En 1944, le poète Gandilhon Gens-d’Armes écrivait : « Jean-Marie Gaston naquit à Vercueyre, il y a quelque trente ans, dans une maisonnette au toit rouge que j’aperçois de mon jardin. Il y vécut cinq ans, puis cinq ans dans une autre, au même village, puis un an à Laroquevieille. Son père, qui était cantonnier, se fixa enfin à Tidernat. L’enfant musait près de lui au long de la route, cherchant des nids, des fruits sauvages, se taillant au couteau de menus objets… Sa grande joie était d’accompagner son père à la pêche. Une enfance rustique, humble et sensible… »

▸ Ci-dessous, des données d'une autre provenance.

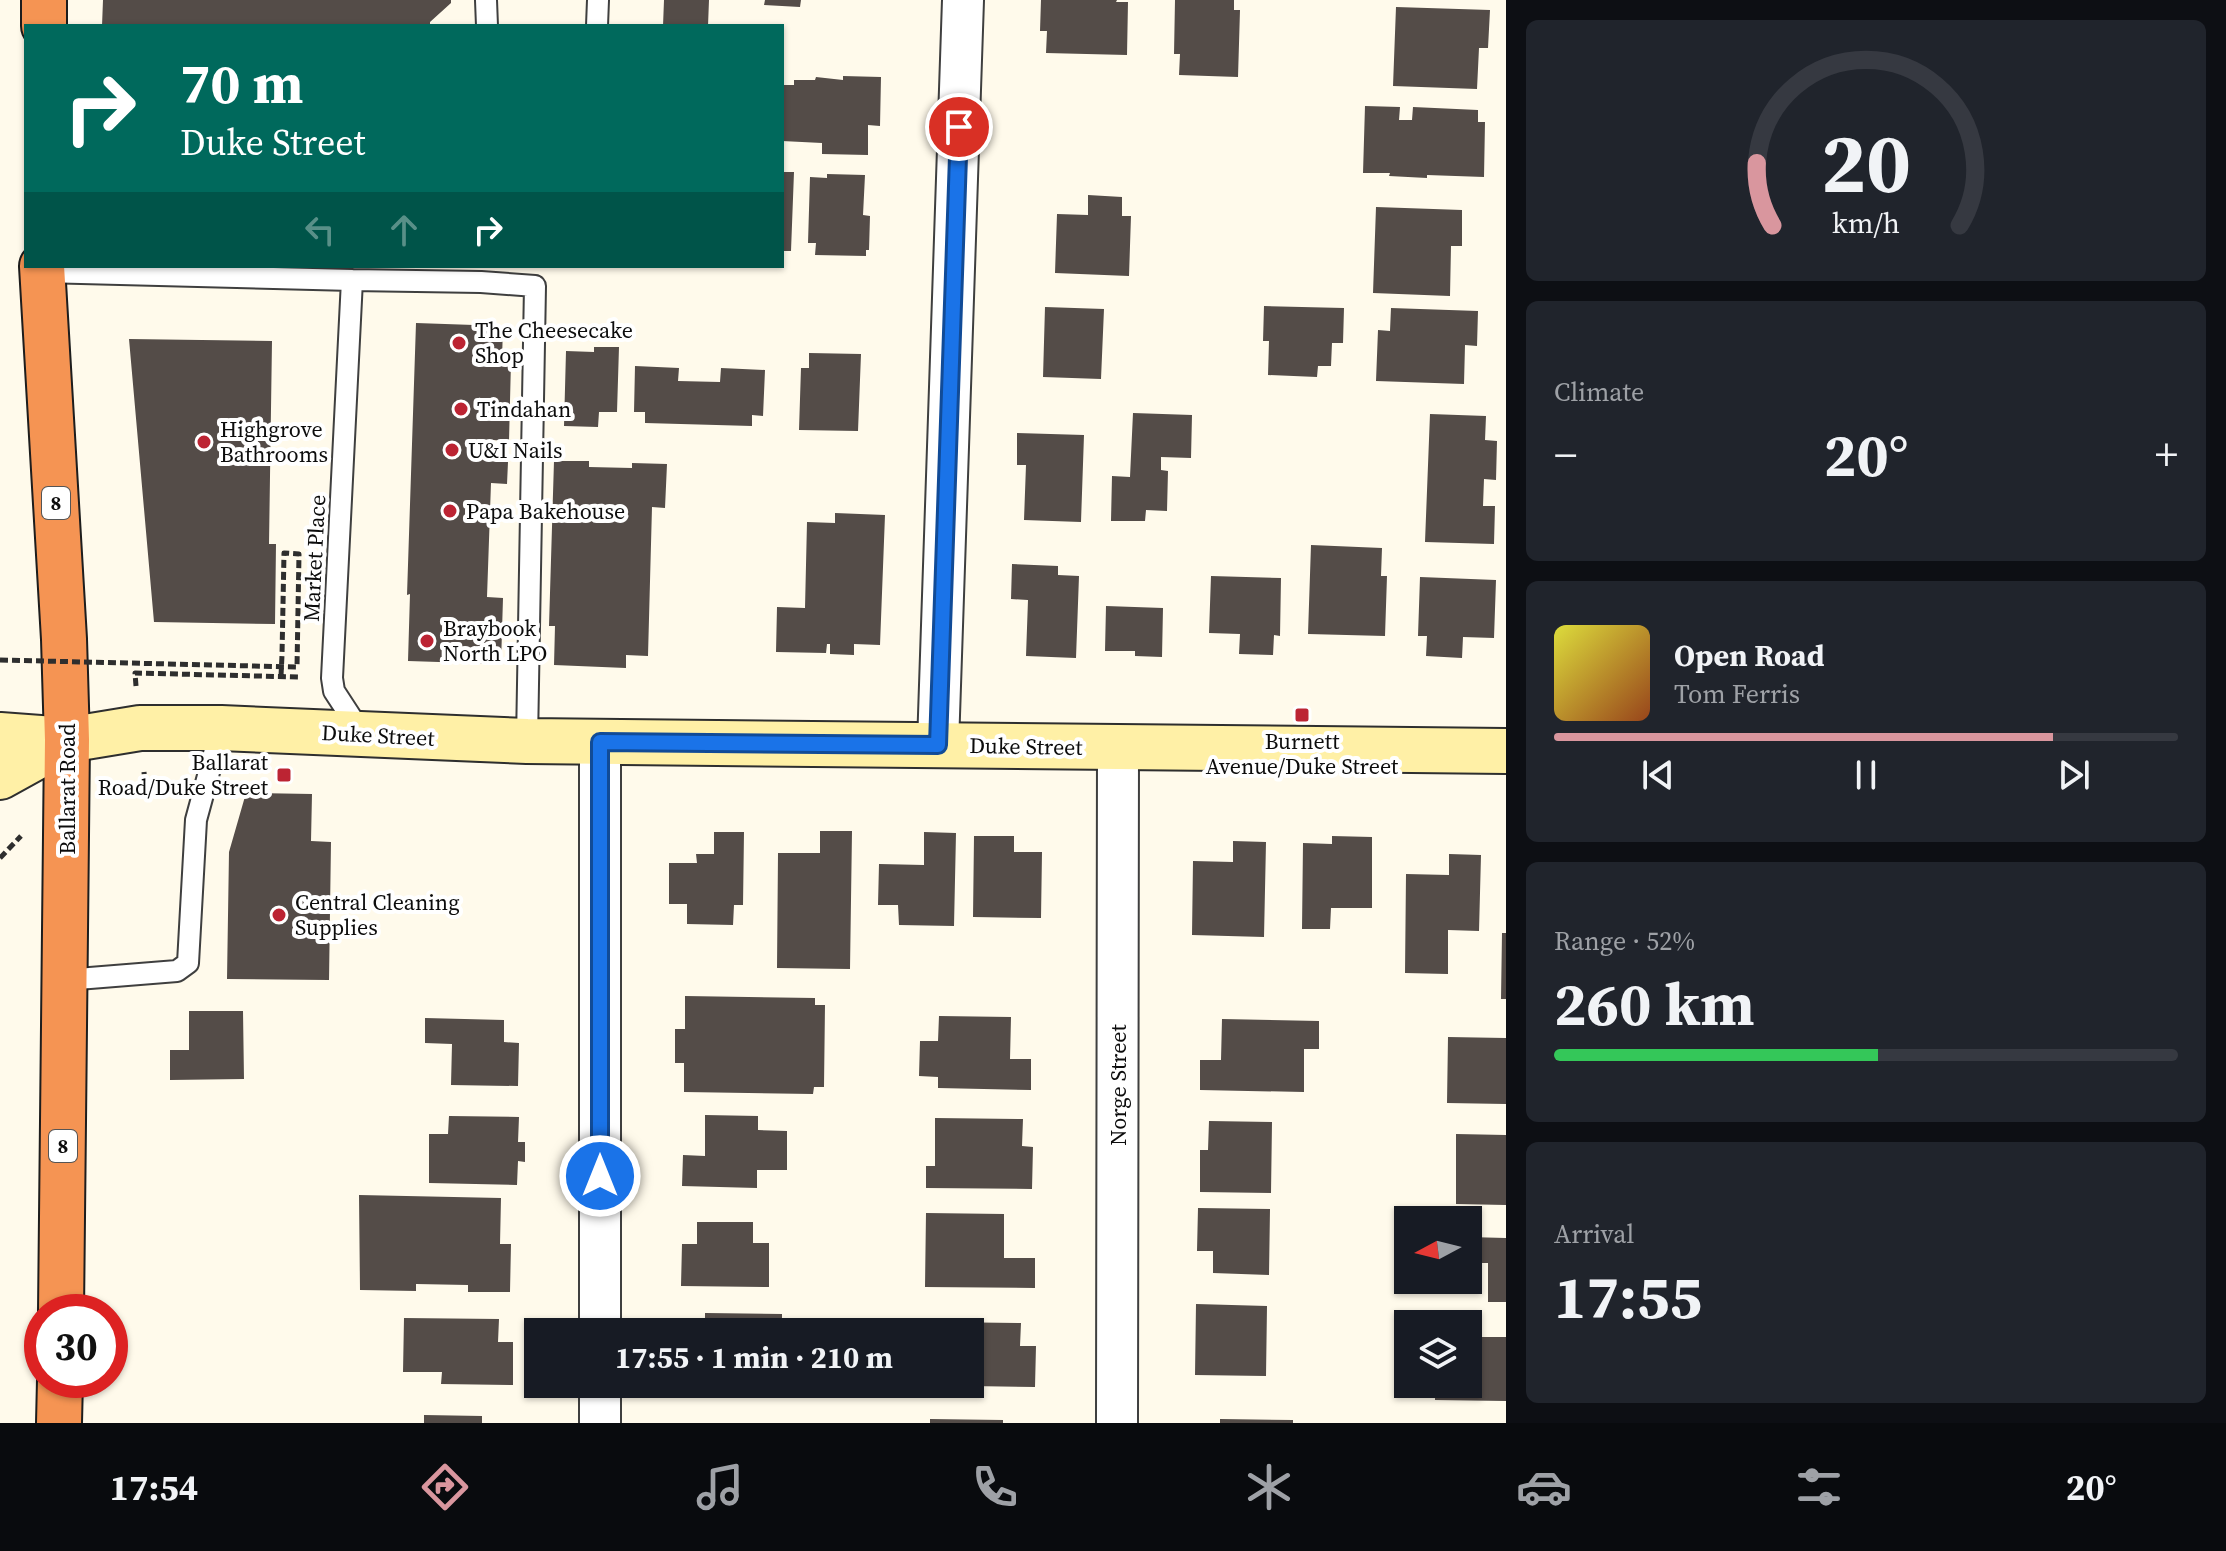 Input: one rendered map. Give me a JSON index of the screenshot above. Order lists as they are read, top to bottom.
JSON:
{
  "streets": {
    "highway": ["8", "Ballarat Road"],
    "street": ["Duke Street", "Norge Street"],
    "lane": ["Market Place"]
  },
  "crossings": [
    ["Market Place", "Duke Street"],
    ["Duke Street", "Ballarat Road"],
    ["Duke Street", "Norge Street"]
  ],
  "places": {
    "other": [
      "The Cheesecake Shop",
      "Tindahan",
      "Highgrove Bathrooms",
      "U&I Nails",
      "Papa Bakehouse",
      "Braybook North LPO",
      "Central Cleaning Supplies"
    ],
    "transit": ["Burnett Avenue/Duke Street", "Ballarat Road/Duke Street"]
  },
  "north": "left",
  "page": {
    "turn": ["70 m", "Duke Street"],
    "tile": [
      "Climate",
      ["Range · 52%", "260 km"],
      ["Arrival", "17:55"]
    ],
    "heat": ["−", "20°", "+"],
    "song": ["Open Road", "Tom Ferris"],
    "limit": "30",
    "trip": "17:55 · 1 min · 210 m",
    "tabs": ["17:54", "20°"],
    "gauge": ["20", "km/h"]
  }
} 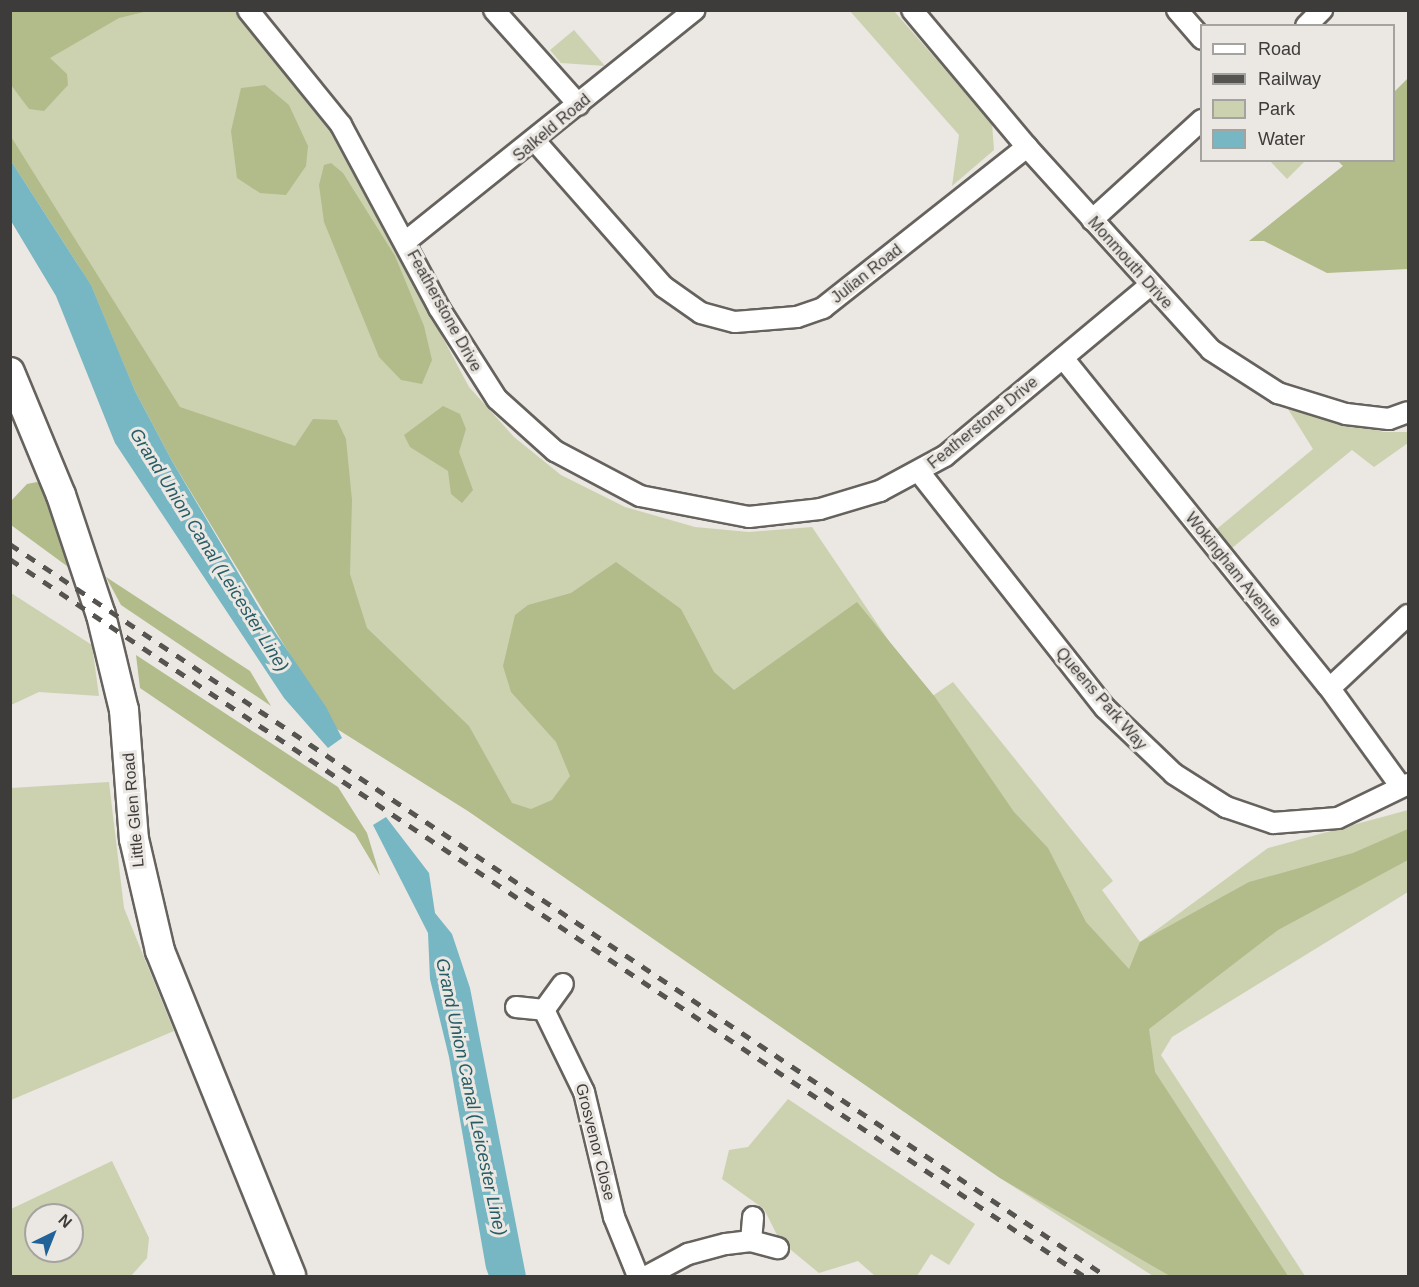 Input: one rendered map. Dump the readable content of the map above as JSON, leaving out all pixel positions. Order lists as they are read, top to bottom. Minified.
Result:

L’enfance a marqué d’une manière définitive la vie de Jean-Marie Gaston, né le 28 mai 1911 à Vercuères de Laroquevieille (Cantal). Pendant cette période, il sent grandir en lui cet amour de la nature qui ne le quittera plus et qui transparaîtra tout au long de son œuvre. Ses émois et ses ravissements seront pour les paysages du Cantal.
Il en est de même pour la foi. Élevé dans la plus pure tradition chrétienne, un grand nombre de ses poèmes sont nourris de cette dimension spirituelle à la recherche des mystères de la vie et qui rendent grâce à l’œuvre de Dieu.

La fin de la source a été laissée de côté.